__Goal of the exercise__: Comb through the entries for "casing" and pull out each line that holds it.
== Segment start ==
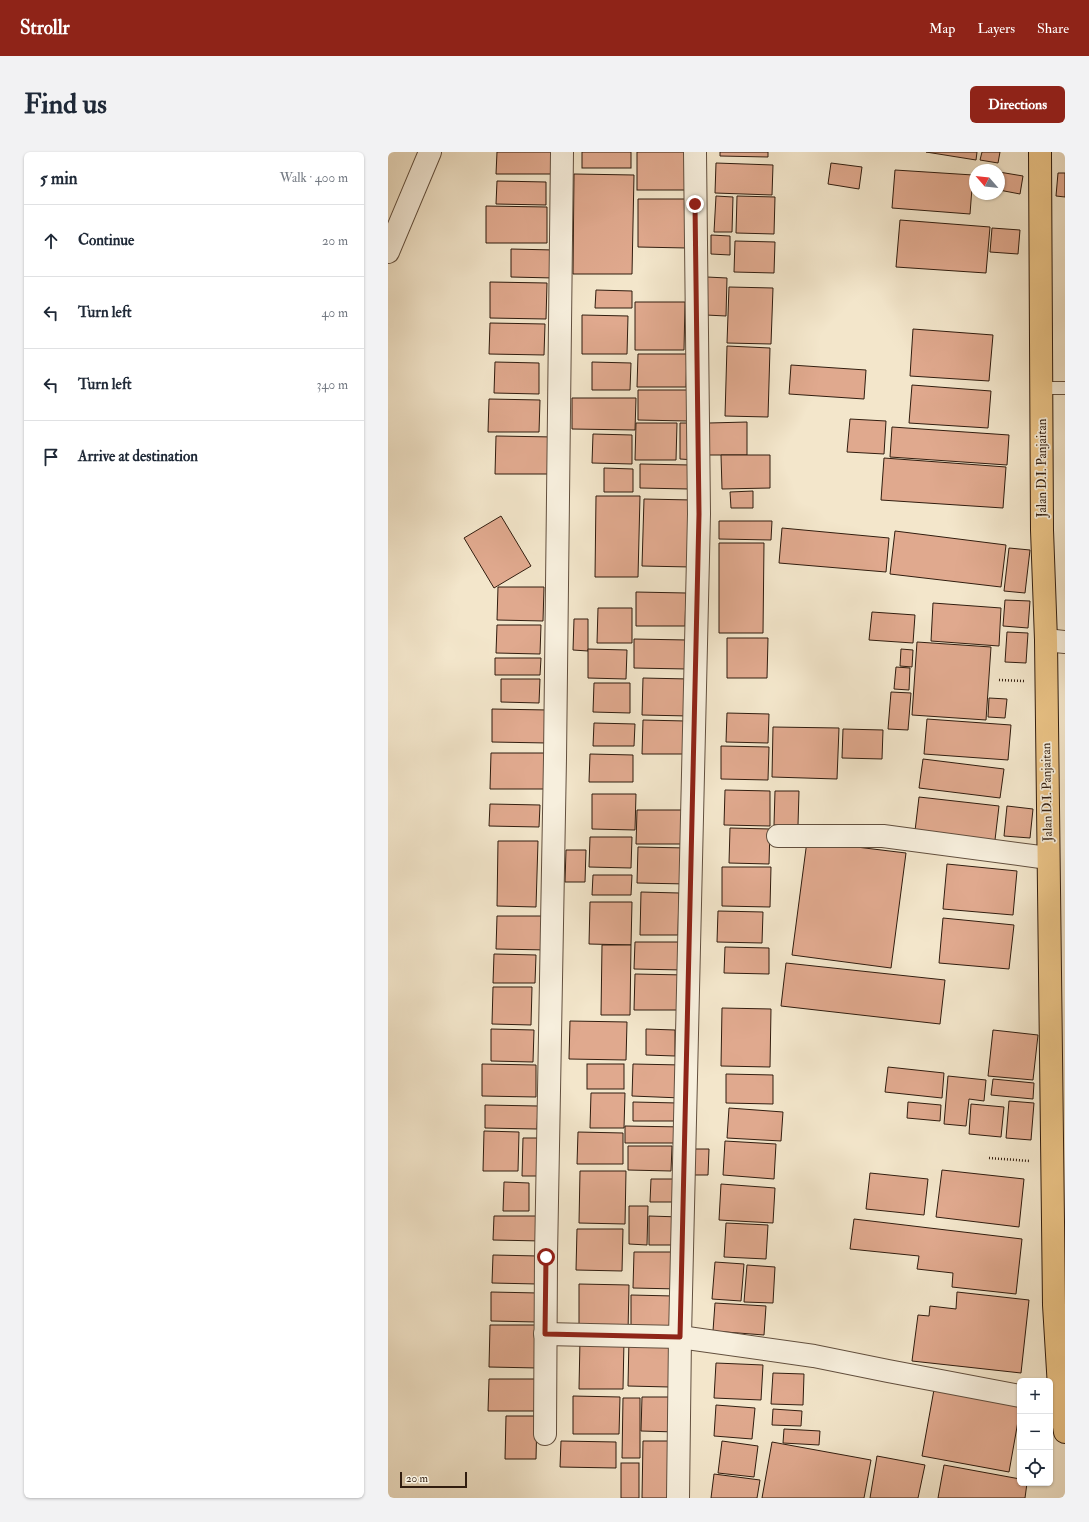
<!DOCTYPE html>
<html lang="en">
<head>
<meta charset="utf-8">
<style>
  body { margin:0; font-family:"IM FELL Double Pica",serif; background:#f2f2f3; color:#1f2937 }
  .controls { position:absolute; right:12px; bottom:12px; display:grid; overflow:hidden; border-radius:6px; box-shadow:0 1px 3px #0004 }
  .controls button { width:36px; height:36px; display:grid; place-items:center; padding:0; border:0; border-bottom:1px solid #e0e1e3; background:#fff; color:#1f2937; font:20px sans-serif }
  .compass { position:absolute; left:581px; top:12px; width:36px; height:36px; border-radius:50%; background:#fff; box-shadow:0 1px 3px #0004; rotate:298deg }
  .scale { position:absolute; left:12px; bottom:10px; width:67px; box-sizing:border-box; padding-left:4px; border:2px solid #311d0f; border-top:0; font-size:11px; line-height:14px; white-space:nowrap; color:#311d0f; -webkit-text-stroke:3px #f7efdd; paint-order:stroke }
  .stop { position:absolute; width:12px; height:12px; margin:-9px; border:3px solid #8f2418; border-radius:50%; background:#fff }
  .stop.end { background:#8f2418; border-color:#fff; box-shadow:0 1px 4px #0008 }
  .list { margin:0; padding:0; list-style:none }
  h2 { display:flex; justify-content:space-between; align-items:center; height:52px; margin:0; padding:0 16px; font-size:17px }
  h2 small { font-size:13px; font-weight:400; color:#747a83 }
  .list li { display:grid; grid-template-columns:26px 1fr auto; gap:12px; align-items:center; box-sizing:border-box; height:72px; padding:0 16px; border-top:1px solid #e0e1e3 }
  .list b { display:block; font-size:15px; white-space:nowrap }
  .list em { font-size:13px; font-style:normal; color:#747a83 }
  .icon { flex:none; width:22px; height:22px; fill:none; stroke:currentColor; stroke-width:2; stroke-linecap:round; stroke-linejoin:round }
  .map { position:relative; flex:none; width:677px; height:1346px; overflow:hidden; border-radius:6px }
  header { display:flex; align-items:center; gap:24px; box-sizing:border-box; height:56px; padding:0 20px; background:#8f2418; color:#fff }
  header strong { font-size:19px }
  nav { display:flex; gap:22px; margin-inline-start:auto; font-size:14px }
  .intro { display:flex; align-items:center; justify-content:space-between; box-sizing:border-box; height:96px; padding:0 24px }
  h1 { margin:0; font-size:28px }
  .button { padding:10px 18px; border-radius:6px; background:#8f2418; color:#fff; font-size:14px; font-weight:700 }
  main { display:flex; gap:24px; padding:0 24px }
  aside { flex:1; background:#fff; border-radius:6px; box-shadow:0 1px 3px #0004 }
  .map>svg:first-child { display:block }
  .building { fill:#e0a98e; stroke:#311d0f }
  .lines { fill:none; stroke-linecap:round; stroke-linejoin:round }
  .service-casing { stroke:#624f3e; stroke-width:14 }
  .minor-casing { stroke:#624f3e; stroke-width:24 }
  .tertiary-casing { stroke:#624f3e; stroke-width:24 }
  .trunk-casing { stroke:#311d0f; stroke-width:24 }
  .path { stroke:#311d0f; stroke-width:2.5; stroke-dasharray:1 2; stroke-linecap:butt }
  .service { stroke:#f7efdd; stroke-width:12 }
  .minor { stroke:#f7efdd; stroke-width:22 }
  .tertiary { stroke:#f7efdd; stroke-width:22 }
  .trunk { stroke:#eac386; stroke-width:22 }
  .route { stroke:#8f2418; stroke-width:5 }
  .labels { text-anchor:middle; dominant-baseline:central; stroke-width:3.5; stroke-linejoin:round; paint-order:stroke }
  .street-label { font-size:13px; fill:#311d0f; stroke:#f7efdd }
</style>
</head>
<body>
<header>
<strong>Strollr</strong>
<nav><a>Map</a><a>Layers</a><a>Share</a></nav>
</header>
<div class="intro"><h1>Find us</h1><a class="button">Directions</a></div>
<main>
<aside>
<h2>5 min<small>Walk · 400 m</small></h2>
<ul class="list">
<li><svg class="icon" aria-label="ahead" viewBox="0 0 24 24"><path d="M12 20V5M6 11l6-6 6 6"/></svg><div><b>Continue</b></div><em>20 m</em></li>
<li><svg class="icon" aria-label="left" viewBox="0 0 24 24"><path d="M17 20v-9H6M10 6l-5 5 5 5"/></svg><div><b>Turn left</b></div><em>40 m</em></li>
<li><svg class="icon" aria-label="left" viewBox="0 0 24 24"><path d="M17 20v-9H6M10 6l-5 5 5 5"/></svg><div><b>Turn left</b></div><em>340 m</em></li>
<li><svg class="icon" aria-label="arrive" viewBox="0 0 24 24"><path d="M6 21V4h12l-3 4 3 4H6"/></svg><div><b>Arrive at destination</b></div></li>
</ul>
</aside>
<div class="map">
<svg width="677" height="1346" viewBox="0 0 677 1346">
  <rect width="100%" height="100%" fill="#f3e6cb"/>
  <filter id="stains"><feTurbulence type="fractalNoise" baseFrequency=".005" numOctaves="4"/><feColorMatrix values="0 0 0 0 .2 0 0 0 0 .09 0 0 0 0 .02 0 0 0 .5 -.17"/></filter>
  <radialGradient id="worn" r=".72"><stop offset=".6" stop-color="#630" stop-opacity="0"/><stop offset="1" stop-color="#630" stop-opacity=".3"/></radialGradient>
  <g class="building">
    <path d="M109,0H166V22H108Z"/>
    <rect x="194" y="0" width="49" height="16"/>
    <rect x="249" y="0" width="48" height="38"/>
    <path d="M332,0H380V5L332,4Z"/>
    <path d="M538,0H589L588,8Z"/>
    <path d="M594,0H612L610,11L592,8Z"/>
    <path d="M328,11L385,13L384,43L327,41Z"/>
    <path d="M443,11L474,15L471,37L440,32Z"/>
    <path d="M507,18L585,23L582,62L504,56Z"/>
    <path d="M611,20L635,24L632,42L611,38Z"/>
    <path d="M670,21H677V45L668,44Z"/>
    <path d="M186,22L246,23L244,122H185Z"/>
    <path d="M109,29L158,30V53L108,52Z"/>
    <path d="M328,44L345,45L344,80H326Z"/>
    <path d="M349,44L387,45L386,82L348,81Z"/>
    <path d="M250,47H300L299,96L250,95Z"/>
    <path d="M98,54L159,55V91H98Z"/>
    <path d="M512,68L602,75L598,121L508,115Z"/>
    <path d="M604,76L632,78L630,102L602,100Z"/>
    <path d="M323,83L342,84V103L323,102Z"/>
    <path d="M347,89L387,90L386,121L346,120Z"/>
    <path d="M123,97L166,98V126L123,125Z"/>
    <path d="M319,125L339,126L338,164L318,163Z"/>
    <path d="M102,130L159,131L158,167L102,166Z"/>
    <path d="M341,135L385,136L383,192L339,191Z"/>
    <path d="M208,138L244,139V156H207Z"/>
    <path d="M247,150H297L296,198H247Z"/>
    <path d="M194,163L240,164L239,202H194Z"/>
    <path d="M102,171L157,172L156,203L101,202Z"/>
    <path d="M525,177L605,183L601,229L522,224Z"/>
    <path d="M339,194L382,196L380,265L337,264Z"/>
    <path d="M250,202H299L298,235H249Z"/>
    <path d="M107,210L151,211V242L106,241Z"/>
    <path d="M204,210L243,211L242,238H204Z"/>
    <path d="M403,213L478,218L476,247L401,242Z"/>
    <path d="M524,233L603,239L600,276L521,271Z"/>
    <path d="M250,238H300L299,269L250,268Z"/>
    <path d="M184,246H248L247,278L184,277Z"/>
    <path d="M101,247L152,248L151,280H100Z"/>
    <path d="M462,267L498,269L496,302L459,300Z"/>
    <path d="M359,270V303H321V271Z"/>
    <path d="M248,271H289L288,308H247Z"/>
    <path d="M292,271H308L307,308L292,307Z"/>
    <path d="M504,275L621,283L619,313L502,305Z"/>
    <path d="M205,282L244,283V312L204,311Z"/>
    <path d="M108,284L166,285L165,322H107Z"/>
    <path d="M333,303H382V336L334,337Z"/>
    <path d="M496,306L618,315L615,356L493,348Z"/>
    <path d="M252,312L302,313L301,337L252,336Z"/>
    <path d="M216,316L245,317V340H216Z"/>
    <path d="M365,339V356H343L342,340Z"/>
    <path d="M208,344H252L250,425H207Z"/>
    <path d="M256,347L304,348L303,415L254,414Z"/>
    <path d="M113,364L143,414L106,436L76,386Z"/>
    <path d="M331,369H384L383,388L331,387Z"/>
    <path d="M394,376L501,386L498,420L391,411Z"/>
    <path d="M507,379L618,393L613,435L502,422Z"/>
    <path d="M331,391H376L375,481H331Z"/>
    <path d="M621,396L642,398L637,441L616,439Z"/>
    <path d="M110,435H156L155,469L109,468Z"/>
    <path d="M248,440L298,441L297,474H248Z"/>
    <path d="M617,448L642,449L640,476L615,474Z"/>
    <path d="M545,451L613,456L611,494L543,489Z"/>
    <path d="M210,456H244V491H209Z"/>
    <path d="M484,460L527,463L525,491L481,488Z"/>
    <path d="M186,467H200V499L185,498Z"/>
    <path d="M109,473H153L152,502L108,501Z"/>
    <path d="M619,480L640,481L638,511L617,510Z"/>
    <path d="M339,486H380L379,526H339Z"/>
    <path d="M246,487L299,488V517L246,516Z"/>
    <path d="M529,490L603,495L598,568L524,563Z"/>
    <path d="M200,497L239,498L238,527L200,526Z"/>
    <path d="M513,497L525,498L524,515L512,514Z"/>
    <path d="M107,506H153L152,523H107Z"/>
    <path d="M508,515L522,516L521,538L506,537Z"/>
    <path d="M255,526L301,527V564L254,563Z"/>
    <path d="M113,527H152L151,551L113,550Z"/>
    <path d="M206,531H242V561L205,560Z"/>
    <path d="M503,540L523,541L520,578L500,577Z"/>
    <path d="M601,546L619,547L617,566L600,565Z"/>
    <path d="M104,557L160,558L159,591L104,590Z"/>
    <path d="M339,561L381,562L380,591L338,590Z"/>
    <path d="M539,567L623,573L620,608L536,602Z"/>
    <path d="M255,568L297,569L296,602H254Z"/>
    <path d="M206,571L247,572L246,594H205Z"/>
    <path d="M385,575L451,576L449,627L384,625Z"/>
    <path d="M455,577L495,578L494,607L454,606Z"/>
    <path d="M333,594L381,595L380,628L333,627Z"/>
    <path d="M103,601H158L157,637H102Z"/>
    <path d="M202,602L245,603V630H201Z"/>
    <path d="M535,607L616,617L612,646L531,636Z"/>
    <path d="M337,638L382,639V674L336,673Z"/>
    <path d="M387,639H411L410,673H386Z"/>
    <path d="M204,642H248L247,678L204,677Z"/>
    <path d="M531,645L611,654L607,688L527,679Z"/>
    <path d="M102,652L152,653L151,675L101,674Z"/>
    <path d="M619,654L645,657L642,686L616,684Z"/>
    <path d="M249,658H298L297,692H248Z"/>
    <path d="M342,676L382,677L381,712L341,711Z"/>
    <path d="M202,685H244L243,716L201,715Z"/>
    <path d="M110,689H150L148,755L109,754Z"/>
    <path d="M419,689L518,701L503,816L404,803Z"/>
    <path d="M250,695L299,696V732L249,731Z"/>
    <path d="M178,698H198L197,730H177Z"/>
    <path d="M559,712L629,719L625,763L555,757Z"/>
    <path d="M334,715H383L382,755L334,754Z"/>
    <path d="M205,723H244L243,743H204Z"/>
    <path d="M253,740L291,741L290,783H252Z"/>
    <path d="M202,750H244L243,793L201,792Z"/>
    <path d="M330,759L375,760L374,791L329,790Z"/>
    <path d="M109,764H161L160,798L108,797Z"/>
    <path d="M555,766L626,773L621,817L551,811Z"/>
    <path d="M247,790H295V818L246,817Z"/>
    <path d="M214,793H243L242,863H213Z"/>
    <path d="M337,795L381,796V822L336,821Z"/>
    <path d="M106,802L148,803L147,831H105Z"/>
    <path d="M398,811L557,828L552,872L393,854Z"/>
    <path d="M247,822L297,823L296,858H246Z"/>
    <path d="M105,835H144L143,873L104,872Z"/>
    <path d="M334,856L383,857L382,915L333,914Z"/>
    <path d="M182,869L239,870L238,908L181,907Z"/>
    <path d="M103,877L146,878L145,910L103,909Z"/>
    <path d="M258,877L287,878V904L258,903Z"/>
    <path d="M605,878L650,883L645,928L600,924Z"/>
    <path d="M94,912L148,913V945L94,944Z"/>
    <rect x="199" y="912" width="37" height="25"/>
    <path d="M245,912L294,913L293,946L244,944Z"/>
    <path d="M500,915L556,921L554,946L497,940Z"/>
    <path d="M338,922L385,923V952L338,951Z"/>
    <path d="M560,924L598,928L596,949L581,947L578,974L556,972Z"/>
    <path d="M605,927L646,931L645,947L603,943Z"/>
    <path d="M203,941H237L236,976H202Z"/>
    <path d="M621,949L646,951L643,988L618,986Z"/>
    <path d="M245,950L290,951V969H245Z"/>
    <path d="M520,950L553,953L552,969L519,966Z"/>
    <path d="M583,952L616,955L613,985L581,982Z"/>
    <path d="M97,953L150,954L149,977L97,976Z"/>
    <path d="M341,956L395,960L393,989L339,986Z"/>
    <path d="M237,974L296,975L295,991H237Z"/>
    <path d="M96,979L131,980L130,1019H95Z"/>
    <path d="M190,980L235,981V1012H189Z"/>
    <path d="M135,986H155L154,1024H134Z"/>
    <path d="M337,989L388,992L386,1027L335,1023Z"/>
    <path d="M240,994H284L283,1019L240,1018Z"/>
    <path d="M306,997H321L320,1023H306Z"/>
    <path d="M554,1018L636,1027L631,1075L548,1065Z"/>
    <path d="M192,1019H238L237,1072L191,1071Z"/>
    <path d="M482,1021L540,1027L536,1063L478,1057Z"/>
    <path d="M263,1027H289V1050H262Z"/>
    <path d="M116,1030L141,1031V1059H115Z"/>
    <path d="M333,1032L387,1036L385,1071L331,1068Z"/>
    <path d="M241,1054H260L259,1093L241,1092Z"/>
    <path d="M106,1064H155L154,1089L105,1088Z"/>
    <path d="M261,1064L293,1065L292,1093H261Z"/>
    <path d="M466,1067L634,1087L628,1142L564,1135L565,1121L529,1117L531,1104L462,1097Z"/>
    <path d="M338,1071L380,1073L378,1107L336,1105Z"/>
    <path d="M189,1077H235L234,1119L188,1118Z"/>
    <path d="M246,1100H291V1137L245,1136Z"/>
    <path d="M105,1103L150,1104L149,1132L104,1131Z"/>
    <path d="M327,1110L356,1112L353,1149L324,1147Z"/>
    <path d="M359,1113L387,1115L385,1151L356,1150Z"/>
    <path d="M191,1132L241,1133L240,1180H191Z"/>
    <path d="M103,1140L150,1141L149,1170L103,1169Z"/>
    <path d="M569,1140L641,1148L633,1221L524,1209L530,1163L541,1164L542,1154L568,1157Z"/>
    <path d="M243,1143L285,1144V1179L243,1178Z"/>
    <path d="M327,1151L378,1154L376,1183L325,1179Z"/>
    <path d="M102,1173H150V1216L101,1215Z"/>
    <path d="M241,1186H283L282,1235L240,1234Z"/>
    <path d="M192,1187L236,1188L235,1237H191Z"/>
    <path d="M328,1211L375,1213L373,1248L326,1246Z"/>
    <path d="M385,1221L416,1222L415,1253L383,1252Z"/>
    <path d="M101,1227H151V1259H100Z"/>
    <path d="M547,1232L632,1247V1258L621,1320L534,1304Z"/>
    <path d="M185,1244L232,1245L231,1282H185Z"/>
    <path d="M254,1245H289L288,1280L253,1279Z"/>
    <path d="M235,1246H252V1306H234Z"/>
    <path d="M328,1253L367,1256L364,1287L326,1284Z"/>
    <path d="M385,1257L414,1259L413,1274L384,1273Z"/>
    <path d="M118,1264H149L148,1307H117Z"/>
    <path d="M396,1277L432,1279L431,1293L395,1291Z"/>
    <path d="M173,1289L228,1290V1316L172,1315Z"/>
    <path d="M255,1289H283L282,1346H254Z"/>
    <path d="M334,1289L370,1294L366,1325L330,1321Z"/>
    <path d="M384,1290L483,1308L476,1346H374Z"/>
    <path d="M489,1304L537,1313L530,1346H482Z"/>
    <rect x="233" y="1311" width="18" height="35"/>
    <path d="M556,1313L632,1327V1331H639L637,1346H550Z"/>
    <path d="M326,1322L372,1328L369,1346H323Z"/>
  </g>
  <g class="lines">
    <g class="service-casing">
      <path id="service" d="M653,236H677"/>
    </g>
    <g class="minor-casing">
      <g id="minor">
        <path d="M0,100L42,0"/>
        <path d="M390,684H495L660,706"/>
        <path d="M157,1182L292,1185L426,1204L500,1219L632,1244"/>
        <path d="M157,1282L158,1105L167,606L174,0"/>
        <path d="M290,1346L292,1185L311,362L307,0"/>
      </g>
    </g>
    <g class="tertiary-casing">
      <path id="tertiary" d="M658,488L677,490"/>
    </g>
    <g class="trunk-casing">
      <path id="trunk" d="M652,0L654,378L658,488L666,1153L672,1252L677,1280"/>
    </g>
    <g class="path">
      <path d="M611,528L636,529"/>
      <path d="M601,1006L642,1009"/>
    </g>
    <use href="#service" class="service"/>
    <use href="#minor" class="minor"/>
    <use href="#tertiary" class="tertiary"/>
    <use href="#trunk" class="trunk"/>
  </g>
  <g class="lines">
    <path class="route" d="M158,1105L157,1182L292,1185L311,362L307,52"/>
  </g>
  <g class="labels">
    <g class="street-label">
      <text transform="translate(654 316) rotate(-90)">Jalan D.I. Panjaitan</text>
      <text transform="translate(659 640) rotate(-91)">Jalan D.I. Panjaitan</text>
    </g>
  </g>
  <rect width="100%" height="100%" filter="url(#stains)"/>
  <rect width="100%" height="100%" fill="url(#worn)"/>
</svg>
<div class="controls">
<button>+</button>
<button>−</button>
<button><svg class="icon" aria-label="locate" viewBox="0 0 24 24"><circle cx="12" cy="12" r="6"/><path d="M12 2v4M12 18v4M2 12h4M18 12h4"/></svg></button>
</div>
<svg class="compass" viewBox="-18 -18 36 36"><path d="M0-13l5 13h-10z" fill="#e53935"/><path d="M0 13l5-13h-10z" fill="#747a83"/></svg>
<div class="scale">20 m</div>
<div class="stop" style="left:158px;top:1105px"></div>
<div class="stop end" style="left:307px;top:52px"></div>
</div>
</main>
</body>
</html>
== Segment end ==
__Response to this task__:
  .service-casing { stroke:#624f3e; stroke-width:14 }
  .minor-casing { stroke:#624f3e; stroke-width:24 }
  .tertiary-casing { stroke:#624f3e; stroke-width:24 }
  .trunk-casing { stroke:#311d0f; stroke-width:24 }
    <g class="service-casing">
    <g class="minor-casing">
    <g class="tertiary-casing">
    <g class="trunk-casing">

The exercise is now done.